Facepalm: As the US Cybersecurity and Infrastructure Security Agency (CISA) recently warned, exploitation of networking devices such as SOHO routers can provide threat actors with a "global" attack infrastructure or unrestricted access to organizational networks. The fact that SOHO routers aren't updated as often as other network appliances can add insult to injury.
Malicious firmware releases designed to compromise internet routers are nothing new at this point, and things are only getting worse. A new botnet discovered by Black Lotus Labs – a threat research team from US telecommunications company Lumen Technologies – was so good at doing its job, it went undetected for two years at least.
The botnet, which Black Lotus researchers dubbed "AVrecon," got a single reference in May 2021 but it has been operating undetected since then. Black Lotus performed an extensive analysis to document the malware functionality, discovering that the botnet had already infiltrated more than 70,000 Linux-based routers with a "persistent hold" on more than 40,000 IP addresses in more than 20 countries.
AVrecon is written in C and targets Linux-based Arm devices, with a specific focus on Small Office/Home Office (SOHO) routers.

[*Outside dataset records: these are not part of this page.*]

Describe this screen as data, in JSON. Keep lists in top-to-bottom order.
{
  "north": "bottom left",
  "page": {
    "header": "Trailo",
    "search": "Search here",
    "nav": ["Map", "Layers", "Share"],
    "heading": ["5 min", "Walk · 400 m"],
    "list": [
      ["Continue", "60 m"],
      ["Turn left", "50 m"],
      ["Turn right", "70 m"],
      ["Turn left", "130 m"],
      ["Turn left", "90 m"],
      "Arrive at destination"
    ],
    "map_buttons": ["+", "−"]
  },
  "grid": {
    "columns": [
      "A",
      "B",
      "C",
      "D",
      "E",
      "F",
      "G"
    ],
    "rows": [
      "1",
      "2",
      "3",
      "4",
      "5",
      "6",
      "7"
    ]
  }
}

The targeted devices do not usually offer "standard endpoint" security solutions, Black Lotus said, so the malware can keep exploiting known vulnerabilities for longer periods. SOHO devices are less likely to get patches against common CVE flaws, the researchers remarked, thus providing a way to retain control and steadily grow the malicious network.
AVrecon operators maintained a more temperate approach to their nefarious activities, Black Lotus said, providing users very few clues about the ongoing infections and successfully staying under the radar for two years. Instead of bringing major disruption to standard network activities, the AVrecon malware – which is technically a remote access trojan (RAT) – was mostly designed for fraud campaigns by using the infected systems to click on Facebook and Google advertising.
Once a router got infected, AVrecon sent info about the compromised device to an embedded, "first-stage" command&control (C2) server. The device was then instructed to connect to another group of C2 servers, and Black Lotus researchers found 15 of them that had been operational since October 2021 at least. Communication between compromised routers and C2 servers is encrypted with an x.509 certificate, so researchers were unable to see how successful cyber-criminals were with their "password spraying" attempts.
Black Lotus analysts were still able to effectively (albeit partially) curb the botnet's activity, though. The team "null-routed" the C2 nodes and impeded traffic through the proxy servers, which essentially rendered the botnet "inert" across the internet backbone managed by Lumen Technologies.